HOW TO COMPLETE THIS TASK: How many lines in the records below contain "lineWidth"? Reply with the number only.

DATA SUPPLIED:
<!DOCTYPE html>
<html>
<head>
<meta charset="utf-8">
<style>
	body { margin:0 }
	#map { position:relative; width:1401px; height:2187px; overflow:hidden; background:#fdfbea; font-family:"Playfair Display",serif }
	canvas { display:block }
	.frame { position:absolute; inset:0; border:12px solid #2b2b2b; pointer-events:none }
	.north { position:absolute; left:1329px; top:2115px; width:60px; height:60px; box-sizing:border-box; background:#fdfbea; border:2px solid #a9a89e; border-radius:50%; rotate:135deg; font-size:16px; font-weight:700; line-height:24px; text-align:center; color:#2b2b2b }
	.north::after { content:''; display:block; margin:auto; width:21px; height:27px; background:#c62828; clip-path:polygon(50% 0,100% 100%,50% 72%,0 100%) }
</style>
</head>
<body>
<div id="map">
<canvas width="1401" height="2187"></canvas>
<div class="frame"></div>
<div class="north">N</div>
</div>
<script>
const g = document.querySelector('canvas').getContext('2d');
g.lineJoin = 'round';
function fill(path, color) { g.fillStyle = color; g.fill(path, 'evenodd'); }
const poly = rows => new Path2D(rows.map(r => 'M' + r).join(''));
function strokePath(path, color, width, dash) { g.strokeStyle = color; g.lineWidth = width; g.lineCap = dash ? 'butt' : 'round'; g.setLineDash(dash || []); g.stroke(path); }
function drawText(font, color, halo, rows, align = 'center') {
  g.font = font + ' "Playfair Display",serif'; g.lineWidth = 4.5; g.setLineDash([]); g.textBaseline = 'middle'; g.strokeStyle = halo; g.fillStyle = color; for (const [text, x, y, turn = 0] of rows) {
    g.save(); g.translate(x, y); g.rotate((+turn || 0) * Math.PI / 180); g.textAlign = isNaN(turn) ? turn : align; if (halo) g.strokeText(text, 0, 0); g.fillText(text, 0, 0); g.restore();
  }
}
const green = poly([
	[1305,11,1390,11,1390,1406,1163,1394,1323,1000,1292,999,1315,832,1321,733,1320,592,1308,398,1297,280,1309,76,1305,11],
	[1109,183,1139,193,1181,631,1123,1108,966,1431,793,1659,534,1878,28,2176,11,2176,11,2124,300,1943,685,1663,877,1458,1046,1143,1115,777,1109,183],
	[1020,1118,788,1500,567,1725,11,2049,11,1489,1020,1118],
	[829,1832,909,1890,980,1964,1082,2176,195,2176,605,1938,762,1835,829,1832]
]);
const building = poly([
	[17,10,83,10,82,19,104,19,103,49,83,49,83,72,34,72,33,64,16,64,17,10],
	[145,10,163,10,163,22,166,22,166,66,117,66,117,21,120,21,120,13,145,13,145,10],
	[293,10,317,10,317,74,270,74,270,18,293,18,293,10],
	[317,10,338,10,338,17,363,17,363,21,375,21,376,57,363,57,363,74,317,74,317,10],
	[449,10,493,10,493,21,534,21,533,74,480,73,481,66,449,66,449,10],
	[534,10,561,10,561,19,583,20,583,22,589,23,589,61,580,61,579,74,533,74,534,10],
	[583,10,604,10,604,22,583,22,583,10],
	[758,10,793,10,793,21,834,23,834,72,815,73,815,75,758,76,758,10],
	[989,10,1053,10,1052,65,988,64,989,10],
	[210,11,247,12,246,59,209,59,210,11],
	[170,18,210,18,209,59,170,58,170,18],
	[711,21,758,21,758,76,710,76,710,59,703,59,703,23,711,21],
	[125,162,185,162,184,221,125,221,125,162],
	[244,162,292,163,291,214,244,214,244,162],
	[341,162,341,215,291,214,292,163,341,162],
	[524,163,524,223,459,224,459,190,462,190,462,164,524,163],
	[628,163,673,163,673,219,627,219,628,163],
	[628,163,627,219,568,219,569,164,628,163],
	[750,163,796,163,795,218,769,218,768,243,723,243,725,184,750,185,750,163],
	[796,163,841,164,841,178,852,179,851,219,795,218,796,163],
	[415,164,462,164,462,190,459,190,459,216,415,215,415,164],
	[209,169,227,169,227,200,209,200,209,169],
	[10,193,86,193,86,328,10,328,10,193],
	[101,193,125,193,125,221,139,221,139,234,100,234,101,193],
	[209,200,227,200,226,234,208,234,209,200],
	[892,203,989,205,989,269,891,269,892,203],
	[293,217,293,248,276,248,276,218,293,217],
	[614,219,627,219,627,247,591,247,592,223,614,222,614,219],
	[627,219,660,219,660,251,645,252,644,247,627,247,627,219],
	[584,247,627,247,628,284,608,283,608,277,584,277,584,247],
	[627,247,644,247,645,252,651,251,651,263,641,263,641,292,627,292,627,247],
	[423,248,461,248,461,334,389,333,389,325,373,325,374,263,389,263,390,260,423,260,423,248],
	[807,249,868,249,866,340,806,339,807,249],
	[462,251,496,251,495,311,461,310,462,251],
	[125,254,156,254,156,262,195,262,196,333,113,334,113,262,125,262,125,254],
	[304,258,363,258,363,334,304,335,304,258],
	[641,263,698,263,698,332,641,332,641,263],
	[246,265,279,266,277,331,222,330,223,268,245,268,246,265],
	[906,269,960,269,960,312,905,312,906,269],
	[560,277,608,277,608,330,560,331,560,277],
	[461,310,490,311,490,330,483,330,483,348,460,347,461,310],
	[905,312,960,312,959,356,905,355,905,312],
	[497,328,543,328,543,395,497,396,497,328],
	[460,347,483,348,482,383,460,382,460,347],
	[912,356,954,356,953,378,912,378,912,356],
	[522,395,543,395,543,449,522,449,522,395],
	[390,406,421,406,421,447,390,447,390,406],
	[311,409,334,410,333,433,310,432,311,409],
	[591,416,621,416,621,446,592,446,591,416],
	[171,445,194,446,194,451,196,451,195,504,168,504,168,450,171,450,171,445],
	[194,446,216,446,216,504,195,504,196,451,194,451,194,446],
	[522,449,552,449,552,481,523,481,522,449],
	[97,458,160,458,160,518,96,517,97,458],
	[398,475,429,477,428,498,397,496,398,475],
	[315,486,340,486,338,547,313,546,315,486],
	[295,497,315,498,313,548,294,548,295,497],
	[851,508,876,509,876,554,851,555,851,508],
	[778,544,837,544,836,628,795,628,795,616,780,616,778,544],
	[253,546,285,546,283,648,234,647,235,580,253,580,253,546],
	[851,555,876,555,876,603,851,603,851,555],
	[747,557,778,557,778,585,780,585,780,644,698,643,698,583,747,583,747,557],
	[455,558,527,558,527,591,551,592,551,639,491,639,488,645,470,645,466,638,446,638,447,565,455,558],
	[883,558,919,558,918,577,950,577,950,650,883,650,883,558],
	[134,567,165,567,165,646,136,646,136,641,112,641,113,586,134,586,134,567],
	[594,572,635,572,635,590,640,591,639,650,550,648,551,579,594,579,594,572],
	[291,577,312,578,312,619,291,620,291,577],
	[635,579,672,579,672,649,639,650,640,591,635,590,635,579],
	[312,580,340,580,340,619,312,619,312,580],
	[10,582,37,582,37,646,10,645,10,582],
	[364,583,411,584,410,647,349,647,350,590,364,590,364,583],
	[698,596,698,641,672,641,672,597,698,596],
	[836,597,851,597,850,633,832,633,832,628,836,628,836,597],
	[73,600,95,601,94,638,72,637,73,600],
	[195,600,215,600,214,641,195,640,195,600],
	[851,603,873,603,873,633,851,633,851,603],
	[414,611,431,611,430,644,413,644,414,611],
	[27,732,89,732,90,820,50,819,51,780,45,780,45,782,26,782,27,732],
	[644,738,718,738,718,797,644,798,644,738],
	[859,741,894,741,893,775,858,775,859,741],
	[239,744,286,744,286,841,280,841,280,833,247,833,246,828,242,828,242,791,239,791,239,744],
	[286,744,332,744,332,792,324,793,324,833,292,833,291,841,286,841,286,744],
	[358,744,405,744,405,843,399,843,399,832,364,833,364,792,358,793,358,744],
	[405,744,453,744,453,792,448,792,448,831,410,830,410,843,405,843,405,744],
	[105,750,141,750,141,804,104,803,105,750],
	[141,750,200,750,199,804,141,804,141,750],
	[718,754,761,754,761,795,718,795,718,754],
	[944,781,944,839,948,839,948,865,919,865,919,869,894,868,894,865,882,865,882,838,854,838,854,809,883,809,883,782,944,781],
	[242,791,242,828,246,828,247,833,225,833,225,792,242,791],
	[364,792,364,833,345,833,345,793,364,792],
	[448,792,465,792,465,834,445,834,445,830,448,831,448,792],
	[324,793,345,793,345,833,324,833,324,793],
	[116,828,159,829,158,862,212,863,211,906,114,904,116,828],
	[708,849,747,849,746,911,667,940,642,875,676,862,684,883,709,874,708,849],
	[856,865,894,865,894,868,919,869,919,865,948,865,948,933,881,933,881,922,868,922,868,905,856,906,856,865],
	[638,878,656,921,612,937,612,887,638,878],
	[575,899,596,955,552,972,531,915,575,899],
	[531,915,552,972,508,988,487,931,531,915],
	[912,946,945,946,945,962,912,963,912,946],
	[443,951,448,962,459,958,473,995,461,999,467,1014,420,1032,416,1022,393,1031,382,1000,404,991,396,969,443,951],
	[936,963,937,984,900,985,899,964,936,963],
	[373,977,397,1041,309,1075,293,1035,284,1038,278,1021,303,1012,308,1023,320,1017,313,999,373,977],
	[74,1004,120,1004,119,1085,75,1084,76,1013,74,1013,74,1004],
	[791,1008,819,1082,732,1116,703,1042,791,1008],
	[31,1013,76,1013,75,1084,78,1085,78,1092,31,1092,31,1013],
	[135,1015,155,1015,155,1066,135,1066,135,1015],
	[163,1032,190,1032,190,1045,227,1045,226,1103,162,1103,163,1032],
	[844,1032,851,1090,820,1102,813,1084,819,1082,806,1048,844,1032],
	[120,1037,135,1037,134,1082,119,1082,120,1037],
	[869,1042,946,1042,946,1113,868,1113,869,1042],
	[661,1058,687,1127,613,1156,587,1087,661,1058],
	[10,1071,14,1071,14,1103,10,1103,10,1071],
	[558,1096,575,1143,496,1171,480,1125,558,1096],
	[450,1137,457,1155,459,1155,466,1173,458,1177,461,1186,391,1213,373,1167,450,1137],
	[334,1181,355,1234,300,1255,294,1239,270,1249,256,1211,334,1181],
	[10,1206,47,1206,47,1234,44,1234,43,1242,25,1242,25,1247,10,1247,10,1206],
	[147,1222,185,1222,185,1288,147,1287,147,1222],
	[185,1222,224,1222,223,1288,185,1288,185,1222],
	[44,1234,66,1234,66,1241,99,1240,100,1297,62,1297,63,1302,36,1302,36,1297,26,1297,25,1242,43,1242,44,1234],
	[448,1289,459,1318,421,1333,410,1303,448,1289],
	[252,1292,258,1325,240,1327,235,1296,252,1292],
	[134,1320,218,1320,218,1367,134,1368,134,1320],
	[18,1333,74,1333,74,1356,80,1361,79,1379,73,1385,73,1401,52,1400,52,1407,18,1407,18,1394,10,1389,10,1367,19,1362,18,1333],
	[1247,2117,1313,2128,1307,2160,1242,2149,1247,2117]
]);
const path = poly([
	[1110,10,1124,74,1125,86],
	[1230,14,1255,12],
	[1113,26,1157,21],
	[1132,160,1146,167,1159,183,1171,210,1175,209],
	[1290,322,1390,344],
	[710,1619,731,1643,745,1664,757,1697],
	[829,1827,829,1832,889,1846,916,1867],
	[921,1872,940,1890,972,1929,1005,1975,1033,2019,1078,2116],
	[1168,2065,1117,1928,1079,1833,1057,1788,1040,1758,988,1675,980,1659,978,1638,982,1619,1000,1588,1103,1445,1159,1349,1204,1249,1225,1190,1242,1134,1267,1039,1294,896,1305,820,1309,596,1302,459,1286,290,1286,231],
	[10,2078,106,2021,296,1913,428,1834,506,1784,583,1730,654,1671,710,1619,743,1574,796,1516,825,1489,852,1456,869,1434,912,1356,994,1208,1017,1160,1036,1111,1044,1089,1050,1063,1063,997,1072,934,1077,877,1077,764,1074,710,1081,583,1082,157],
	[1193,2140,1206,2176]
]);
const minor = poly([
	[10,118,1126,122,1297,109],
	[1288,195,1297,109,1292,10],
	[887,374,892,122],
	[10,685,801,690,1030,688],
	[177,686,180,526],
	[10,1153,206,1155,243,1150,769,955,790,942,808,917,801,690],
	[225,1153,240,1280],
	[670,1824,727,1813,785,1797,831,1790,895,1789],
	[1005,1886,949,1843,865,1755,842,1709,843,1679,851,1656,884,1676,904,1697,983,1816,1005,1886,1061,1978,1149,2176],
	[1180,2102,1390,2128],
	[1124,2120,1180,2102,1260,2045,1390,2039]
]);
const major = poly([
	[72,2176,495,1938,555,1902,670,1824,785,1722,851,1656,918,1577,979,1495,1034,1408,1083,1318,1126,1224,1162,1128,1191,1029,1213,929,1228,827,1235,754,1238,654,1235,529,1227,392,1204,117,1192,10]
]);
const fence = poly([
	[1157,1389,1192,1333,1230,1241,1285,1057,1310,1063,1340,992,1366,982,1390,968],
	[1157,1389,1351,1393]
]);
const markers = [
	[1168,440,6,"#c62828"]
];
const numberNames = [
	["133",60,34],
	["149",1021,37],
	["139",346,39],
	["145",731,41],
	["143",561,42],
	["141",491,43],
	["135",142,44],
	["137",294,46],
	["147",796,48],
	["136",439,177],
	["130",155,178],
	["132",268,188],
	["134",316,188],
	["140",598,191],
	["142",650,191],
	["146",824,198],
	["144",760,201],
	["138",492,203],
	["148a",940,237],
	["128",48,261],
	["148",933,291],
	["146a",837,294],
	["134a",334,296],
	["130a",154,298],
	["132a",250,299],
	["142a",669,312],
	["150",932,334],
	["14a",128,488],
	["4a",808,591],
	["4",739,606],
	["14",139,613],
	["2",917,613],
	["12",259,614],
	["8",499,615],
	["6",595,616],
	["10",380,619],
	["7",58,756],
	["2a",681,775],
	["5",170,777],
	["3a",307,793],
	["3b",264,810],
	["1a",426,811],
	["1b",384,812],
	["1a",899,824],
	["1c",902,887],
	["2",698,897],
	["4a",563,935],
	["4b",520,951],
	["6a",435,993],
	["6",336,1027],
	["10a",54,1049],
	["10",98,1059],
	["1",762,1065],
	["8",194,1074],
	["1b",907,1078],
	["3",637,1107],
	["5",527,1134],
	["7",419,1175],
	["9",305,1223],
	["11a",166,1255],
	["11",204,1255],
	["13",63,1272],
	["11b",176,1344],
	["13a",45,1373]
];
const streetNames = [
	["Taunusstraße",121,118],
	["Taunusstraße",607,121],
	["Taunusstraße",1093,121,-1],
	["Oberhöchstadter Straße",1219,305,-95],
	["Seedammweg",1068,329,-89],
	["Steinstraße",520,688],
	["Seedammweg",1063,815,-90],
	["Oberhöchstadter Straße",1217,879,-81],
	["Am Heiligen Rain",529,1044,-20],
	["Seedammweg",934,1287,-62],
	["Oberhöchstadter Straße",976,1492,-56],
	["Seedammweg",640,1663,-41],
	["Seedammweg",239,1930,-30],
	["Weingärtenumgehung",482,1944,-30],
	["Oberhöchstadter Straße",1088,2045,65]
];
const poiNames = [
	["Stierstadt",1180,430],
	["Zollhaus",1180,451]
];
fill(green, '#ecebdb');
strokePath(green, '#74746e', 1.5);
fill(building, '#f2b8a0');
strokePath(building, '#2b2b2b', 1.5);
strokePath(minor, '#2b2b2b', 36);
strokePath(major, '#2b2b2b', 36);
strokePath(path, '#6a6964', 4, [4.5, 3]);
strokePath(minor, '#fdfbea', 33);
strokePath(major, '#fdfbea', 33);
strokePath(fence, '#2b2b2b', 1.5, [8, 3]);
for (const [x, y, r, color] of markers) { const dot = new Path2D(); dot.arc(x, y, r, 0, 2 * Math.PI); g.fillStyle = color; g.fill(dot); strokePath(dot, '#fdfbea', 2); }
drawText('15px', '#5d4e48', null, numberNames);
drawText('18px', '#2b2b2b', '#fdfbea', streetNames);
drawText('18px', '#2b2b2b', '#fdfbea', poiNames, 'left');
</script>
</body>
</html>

OUTPUT OF THE TASK: 2